A new Goodreads review of Bad Boyfriends: Using Attachment Theory to Avoid Mr. (or Ms.) Wrong and Make You a Better Partner:
Kimberley rated it 5 stars out of 5 – “it was amazing!”
Bad Boyfriends is a guide to help women (or men) navigate the world of dating, particularly helping them in weeding out “avoidant” men (or women) who don’t have the capacity of participating in a healing, nurturing, healthy relationship without a great deal of therapeutic support and deep work. This book is going to save singles immense pain if it helps them discover this attachment style (and other pathologies) early on, before much time is invested in the relationship.
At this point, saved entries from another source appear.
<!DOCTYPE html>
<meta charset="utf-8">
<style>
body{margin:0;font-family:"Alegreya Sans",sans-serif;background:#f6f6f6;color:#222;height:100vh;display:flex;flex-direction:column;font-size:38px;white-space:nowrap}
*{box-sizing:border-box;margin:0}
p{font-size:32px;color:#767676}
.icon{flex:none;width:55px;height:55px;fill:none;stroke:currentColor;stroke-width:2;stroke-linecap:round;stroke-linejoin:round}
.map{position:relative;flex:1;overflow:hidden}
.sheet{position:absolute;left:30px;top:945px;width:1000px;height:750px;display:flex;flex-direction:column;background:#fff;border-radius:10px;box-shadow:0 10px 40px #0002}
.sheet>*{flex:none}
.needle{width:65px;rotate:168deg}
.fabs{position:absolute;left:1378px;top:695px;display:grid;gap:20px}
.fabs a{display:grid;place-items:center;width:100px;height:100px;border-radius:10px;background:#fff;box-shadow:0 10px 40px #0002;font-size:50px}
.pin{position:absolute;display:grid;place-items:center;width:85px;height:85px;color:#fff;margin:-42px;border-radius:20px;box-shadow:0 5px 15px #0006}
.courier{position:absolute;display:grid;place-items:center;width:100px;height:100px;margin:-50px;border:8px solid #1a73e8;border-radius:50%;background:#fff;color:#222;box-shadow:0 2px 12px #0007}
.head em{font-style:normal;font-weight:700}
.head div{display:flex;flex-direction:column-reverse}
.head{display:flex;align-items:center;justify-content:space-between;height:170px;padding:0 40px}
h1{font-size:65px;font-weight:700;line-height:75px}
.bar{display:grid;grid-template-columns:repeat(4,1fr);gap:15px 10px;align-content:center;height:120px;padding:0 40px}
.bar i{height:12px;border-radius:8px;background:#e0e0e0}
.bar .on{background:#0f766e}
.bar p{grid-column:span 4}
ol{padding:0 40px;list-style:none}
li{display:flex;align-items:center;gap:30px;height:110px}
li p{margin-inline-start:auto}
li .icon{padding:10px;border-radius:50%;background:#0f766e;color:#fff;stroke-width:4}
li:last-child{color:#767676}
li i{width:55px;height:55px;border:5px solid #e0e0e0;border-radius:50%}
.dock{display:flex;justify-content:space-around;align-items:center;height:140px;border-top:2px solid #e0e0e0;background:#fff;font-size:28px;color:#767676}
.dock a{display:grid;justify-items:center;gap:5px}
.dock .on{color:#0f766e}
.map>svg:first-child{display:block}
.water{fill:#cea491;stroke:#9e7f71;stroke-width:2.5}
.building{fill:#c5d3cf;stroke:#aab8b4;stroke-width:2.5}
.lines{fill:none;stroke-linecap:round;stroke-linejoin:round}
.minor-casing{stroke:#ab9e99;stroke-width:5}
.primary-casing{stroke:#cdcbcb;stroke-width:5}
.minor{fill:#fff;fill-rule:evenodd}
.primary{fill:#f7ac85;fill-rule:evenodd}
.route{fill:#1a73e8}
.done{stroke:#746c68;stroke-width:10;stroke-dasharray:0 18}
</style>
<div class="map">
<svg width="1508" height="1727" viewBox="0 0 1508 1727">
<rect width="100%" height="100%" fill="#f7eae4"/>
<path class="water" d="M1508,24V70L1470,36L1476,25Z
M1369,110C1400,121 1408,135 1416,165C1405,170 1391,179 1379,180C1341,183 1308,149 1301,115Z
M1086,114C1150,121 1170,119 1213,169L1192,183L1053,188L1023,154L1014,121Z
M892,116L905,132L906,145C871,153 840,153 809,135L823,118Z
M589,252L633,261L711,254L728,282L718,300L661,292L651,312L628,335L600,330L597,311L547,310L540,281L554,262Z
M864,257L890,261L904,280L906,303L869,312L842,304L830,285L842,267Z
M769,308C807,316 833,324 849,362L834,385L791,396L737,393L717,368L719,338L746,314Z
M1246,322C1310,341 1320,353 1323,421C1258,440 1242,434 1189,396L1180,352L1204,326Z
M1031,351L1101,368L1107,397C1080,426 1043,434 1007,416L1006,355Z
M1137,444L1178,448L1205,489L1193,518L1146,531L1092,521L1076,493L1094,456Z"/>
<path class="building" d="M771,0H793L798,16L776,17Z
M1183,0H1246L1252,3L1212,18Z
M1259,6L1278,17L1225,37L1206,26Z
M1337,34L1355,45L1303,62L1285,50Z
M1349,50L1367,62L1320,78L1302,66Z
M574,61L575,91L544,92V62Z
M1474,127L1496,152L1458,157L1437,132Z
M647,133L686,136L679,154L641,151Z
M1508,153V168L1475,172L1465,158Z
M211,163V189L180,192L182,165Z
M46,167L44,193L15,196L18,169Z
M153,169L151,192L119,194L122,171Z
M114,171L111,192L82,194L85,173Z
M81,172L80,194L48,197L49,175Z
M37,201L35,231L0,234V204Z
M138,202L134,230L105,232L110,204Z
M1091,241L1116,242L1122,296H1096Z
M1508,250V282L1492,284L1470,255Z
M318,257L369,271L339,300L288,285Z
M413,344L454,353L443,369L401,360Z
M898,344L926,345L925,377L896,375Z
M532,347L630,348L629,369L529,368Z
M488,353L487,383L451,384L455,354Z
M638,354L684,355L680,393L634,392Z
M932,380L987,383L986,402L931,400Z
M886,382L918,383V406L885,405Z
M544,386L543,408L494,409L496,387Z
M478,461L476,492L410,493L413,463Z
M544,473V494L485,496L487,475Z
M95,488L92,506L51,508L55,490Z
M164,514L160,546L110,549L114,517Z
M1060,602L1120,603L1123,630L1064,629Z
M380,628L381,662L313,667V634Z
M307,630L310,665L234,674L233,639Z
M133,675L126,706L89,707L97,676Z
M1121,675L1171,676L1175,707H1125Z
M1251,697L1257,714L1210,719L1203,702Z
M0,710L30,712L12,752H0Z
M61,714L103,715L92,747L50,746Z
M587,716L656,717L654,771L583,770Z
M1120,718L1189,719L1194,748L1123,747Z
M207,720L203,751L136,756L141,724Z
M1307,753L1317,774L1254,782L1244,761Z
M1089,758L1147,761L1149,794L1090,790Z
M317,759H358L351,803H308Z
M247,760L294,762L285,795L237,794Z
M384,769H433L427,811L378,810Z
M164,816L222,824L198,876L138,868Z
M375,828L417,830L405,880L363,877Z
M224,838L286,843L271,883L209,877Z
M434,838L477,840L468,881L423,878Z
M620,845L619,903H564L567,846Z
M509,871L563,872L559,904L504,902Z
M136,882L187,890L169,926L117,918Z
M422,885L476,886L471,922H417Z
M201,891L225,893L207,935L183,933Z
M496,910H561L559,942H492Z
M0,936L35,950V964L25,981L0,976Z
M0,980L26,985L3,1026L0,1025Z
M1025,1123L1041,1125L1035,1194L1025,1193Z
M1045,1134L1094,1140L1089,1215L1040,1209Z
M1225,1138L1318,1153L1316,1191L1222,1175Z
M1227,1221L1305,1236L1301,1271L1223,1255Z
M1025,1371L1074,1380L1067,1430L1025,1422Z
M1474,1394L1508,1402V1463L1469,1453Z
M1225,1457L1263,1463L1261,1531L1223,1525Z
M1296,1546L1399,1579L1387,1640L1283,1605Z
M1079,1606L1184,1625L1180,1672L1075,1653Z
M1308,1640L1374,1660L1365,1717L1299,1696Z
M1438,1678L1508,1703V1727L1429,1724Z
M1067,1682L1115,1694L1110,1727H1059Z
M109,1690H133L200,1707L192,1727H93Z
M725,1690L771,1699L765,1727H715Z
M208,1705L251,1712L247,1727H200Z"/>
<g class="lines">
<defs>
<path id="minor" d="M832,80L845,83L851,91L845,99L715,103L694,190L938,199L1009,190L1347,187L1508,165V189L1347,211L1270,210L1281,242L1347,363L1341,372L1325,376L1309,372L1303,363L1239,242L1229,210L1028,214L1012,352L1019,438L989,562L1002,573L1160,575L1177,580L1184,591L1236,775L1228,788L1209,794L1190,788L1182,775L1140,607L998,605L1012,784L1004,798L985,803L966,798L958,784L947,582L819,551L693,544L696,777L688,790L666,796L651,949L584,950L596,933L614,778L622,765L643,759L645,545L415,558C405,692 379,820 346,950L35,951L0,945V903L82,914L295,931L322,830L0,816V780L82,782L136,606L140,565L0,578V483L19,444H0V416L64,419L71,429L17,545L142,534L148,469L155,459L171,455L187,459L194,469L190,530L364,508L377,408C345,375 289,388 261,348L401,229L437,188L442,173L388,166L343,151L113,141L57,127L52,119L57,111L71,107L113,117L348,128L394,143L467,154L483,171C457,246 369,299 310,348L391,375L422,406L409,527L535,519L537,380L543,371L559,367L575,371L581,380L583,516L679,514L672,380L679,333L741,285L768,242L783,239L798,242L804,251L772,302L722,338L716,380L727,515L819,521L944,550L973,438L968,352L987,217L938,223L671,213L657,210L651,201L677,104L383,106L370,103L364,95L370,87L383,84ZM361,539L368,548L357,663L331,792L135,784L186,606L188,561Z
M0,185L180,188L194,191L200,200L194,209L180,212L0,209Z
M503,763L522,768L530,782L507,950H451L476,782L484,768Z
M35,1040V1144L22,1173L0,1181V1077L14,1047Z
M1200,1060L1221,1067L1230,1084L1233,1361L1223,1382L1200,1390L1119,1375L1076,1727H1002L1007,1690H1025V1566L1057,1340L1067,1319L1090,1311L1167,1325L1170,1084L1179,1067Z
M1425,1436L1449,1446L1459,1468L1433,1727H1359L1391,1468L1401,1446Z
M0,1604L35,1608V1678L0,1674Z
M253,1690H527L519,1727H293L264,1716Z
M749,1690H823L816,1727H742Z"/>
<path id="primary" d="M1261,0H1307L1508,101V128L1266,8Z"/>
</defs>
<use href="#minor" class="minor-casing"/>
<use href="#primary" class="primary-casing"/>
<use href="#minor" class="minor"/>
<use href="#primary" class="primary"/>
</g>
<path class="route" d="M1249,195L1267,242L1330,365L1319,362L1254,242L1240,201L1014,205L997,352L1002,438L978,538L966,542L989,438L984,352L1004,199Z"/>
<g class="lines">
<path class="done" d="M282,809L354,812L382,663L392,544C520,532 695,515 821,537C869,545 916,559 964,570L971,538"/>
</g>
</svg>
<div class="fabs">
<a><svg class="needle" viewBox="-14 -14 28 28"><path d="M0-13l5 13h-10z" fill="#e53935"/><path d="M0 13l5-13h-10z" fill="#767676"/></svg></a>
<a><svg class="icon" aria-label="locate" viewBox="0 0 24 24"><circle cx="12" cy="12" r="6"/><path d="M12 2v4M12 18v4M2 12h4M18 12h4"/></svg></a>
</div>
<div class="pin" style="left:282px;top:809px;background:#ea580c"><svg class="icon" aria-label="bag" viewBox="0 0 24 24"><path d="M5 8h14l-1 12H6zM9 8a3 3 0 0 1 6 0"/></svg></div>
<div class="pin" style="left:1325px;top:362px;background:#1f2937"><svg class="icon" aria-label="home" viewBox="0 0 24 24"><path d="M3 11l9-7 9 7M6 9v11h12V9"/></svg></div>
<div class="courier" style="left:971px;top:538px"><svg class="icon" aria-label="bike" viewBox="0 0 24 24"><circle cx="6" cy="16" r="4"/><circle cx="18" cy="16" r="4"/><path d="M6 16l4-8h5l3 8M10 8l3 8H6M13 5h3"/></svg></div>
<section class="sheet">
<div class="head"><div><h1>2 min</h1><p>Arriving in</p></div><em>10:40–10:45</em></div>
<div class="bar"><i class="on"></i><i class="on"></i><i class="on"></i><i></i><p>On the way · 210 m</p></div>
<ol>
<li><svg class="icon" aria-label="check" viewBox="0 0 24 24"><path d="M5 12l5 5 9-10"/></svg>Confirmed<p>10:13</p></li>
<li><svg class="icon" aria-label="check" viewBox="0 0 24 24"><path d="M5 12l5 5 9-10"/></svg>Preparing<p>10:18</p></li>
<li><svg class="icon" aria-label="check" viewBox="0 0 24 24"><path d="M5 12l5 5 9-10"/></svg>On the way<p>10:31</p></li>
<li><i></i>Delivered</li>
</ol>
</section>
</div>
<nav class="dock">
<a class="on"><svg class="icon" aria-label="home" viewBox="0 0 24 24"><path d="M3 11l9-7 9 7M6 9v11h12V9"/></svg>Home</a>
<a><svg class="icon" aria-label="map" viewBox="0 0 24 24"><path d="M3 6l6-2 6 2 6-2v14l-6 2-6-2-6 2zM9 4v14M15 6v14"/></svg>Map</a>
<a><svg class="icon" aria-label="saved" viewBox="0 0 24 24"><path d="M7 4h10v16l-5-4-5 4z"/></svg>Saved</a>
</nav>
My ex-boyfriend has been heroically honest with the women after me that he begins to date, letting them know that this is his attachment style, and so far, no woman wants to begin a relationship with him. I don’t think relationships work with this type of person because if they meet another avoidant, neither can sustain a relationship beyond a month or two. If they meet someone with an ambivalent attachment style, like me, it will become a living hell for the ambivalent partner. The avoidant doesn’t feel the pain of loss when a relationship ends and actually welcome the end and is relieved by it. There is some hope for an avoidant if they can be with a partner with a history of secure attachment. It will take a great deal of patience on the partner’s part and the ability or desire to be alone a lot.